Written by Pavel Březina and Jakub Hrozek
In most cases, using the SSSD is all about connecting a client machine to a central user database, like FreeIPA or Active Directory precisely because you want all users on all machines across the domain to have exactly the same properties. However, even though it would be best to centralize all the things, there will always be exceptions. There can be an odd legacy server where a particular user has a UID set to a value that predates the migration to a central domain controller. Or you might administer a machine where a user stores her files in a different home directory than any other machines.
If the client is a member of an FreeIPA domain, you can just define an “ID view” and define the custom values centrally on the IPA server. Using ID views is the recommended way of setting any overriden attributes – however, not all environments use a FreeIPA server..
To solve those use-cases, the SSSD provides a command-line tool that allows the administrator to set one or more POSIX attributes to a different value on that particular system. The tool is called sss_override and is part of the sssd-tools package since version 1.13.1. Running sss_override --help would present the user with a list of available sub-commands. We’ll show some examples of using them later in this text. Please note that the local overrides can not be used in combination with IPA provider. Instead, the server side overrides can be defined directly through IPA web or command line interface.
One very important aspect to keep in mind is that the overrides are stored in the cache, along with the data from the directory server. This conflicts with a very commonly used practice among admins who often remove the database and try to start from a clean cache when they encounter any problems with sssd. Therefore it is necessary to manually export the override data prior deleting the cache and import them again later, otherwise the override data would be lost!
Creating user and group overrides
$ getent passwd tuser tuser:*:1190000015:1190000015:test user:/home/tuser:/bin/sh
$ sudo sss_override user-add tuser -u 1234 SSSD needs to be restarted for the changes to take effect.

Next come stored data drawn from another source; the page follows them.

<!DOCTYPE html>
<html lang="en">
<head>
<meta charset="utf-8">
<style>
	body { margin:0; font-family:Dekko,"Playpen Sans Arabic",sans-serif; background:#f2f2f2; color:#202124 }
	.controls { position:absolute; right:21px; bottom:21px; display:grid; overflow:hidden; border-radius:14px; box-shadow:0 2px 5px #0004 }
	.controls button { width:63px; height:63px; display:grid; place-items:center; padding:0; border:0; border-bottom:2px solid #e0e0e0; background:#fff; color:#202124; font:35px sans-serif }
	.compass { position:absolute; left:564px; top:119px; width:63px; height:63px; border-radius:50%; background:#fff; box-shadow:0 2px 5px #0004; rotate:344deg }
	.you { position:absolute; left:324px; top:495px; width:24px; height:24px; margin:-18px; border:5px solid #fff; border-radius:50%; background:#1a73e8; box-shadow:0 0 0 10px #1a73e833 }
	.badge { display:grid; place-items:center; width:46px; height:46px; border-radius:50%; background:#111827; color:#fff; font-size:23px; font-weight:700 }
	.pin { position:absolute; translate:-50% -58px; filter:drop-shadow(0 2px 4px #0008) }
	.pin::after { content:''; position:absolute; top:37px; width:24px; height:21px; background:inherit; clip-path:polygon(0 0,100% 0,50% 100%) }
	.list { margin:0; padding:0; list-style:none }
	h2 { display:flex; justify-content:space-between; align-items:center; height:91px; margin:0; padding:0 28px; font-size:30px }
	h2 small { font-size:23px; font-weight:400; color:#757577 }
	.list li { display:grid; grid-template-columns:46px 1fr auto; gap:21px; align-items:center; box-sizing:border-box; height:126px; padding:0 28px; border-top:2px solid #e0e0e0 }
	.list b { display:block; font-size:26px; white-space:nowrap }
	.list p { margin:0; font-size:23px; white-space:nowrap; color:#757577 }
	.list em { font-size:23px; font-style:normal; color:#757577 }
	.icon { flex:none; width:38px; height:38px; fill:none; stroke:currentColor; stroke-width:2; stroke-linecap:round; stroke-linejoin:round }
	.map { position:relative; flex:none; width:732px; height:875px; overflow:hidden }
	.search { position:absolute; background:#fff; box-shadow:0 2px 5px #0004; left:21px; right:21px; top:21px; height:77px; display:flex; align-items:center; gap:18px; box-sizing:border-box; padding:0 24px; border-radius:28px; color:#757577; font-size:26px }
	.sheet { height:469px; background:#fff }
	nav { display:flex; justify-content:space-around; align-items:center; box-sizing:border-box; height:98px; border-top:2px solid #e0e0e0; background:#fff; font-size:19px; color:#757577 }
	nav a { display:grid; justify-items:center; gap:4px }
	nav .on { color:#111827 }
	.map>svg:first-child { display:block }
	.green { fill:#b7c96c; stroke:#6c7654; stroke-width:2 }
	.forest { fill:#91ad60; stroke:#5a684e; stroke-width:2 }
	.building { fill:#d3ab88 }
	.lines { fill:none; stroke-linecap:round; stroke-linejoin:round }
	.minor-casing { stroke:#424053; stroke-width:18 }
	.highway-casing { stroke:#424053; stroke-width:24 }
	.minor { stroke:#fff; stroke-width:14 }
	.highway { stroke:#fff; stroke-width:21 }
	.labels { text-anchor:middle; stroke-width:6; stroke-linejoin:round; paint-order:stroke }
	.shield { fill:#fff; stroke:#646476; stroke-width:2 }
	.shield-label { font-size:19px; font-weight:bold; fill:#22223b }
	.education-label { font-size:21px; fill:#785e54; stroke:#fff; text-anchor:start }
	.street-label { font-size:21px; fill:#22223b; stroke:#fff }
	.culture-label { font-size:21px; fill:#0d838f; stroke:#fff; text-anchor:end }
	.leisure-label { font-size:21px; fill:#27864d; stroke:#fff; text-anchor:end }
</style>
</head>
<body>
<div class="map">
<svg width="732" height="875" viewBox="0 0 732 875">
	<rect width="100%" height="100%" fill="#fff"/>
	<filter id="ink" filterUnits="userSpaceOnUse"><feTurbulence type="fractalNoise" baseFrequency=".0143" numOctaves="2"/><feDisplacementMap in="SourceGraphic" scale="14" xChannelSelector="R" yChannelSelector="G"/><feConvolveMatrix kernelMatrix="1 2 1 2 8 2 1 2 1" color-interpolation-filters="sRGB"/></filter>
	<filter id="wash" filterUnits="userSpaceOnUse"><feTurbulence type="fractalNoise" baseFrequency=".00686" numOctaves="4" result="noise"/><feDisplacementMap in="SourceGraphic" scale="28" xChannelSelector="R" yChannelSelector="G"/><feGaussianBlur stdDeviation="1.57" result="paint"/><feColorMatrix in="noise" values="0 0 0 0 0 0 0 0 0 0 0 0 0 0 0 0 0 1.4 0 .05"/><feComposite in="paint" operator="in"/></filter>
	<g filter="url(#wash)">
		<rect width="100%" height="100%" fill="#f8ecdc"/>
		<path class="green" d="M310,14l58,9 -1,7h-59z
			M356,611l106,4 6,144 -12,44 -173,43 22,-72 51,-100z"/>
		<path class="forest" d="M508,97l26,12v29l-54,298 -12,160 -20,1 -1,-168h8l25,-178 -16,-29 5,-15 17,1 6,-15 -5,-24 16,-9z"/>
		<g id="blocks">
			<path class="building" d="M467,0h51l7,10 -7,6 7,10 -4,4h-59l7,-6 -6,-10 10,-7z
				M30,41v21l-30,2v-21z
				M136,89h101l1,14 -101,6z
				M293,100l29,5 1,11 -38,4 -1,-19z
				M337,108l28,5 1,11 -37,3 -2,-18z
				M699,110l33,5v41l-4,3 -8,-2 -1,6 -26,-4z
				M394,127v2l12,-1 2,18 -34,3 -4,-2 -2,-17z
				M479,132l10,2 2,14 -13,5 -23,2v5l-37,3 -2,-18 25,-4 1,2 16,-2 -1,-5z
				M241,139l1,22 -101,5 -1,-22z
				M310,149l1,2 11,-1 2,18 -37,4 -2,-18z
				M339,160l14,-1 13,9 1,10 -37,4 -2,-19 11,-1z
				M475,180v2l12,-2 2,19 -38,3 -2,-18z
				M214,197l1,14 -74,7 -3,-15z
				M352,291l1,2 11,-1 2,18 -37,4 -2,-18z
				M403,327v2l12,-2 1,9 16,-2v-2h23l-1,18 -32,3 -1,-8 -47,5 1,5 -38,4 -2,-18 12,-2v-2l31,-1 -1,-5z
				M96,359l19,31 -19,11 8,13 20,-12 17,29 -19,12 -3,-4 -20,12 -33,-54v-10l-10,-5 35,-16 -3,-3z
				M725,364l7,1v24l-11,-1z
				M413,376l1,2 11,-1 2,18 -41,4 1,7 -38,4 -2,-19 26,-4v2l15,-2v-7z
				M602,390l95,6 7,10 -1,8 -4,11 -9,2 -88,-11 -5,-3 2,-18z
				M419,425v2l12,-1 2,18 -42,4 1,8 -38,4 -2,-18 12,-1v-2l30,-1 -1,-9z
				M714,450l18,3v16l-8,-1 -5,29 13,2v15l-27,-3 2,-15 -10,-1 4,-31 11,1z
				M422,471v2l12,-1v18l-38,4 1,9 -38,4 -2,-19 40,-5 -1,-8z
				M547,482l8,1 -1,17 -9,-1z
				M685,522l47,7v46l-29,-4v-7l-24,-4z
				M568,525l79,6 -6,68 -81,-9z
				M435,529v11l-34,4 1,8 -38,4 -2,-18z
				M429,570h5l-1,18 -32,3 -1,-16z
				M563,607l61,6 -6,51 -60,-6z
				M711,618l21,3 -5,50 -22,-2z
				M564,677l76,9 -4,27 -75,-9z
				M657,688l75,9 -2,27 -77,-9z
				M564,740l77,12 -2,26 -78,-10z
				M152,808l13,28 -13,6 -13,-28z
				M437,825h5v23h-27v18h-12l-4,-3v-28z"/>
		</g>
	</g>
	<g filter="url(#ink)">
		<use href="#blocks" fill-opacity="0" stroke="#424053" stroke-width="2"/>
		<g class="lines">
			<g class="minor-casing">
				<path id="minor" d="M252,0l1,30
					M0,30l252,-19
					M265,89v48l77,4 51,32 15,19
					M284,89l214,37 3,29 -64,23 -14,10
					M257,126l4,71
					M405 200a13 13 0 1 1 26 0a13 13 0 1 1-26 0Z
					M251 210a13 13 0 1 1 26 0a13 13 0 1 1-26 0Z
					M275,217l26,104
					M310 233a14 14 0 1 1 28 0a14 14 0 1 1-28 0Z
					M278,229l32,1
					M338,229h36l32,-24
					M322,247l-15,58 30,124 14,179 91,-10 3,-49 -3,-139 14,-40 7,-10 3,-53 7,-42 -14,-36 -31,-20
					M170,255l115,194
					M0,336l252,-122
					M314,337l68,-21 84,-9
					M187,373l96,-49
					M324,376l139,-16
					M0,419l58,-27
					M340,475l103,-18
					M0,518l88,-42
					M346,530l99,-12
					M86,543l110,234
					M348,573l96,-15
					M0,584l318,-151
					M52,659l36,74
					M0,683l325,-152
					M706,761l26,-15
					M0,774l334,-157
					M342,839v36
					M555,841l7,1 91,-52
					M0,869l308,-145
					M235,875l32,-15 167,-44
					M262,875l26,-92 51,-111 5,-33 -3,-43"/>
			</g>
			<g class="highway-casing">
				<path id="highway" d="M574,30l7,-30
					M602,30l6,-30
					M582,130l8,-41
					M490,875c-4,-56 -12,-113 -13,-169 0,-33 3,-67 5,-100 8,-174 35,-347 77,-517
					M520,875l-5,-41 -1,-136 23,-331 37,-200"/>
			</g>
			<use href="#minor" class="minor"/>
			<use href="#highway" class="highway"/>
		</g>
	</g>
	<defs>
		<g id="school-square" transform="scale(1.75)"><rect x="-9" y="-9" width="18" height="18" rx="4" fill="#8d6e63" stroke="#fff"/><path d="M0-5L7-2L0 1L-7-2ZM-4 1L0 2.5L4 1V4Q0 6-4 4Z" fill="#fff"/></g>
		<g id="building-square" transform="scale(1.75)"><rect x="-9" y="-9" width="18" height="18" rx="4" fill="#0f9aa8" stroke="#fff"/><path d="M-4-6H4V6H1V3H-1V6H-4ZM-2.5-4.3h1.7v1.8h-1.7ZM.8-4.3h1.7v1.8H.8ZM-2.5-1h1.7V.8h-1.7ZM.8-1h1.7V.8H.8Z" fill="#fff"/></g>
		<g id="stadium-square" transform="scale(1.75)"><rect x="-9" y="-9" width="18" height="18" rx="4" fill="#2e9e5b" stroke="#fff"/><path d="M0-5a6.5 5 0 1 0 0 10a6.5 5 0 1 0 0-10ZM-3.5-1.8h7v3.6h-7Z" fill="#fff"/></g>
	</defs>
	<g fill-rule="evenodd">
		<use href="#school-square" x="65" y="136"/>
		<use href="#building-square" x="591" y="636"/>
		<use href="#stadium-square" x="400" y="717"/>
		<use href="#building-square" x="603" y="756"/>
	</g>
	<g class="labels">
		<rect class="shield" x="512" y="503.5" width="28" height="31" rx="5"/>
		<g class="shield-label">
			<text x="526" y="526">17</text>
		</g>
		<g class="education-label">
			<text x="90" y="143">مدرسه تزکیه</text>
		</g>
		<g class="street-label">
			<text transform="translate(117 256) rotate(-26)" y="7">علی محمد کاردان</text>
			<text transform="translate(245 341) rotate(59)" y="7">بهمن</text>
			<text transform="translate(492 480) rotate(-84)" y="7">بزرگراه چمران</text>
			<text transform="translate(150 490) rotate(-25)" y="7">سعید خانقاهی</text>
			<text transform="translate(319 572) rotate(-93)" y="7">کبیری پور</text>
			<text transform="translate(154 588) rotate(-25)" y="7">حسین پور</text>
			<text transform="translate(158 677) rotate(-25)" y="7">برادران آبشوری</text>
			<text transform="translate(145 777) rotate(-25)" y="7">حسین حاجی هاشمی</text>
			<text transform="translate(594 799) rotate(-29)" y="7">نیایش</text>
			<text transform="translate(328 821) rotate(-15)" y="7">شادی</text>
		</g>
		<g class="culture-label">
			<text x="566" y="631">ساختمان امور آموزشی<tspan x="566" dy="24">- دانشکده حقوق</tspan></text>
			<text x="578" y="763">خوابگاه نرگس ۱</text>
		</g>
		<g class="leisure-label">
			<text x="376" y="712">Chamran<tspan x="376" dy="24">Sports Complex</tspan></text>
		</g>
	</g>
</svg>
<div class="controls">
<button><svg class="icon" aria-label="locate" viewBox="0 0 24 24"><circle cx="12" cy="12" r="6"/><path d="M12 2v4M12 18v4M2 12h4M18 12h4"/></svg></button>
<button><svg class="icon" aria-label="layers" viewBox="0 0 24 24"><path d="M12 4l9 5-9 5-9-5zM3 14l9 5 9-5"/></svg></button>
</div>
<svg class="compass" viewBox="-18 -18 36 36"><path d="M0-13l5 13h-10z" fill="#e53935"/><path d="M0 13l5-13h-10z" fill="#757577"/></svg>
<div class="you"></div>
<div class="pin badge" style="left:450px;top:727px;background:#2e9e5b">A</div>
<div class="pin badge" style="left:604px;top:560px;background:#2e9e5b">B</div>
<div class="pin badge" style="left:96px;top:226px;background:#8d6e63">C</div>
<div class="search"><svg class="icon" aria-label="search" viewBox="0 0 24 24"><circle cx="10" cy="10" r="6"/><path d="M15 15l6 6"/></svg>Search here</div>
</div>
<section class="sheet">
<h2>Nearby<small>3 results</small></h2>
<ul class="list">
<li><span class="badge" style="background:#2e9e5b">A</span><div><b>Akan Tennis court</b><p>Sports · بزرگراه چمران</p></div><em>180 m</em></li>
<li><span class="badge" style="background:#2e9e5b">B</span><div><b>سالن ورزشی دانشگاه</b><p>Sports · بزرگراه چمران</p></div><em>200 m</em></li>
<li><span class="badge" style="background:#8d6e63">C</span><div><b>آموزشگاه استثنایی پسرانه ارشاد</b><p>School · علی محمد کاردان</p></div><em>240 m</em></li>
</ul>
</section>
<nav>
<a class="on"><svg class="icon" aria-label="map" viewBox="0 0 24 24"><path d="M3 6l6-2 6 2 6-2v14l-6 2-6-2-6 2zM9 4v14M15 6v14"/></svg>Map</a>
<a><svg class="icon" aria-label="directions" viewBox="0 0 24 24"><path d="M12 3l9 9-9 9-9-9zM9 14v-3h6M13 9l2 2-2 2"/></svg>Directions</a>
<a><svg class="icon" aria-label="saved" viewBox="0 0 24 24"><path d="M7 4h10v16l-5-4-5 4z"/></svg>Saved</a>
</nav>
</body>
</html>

$ sudo systemctl restart sssd
$ getent passwd tuser tuser:*:1234:1190000015:test user:/home/tuser:/bin/sh
$ sudo sss_override user-add tuser -n xuser $ getent passwd xuser xuser:*:1190000015:1190000015:test user:/home/tuser:/bin/sh
$ sudo sss_override user-add tuser -n xuser -u 1234
$ id tuser uid=1190000015(tuser) gid=1190000015(tuser) groups=1190000015(tuser),1190000016(tgroup)
$ sudo sss_override group-add tgroup -g 5555
$ id tuser uid=1190000015(tuser) gid=1190000015(tuser) groups=1190000015(tuser),5555(tgroup)
Import and export
$ sudo sss_override user-export /var/log/sssd/user_overrides
$ sudo cat /var/log/sssd/user_overrides tuser@ipaldap:xuser:1234::::
$ sudo sss_override user-import /var/log/sssd/user_overrides
To see what overrides are actually configured on the system, you can use sss_override commands user-find, user-show, group-find and group-show.
$ sudo sss_override user-find tuser@ipaldap:xuser:1234:::: admin@anotherdomain:administrator:4321::::
$ sudo sss_override user-find -d ipaldap tuser@ipaldap:xuser:1234::::
$ sss_override user-show tuser tuser@ipaldap:xuser:1234::::
The local overrides are a powerful mechanism to deal with irregularities in an otherwise centralized environment. That said, using a completely centralized solution, like IPA’s idviews feature avoids issues with keeping the overrides in the cache itself as well as provides a unified view of all overrides in the UI.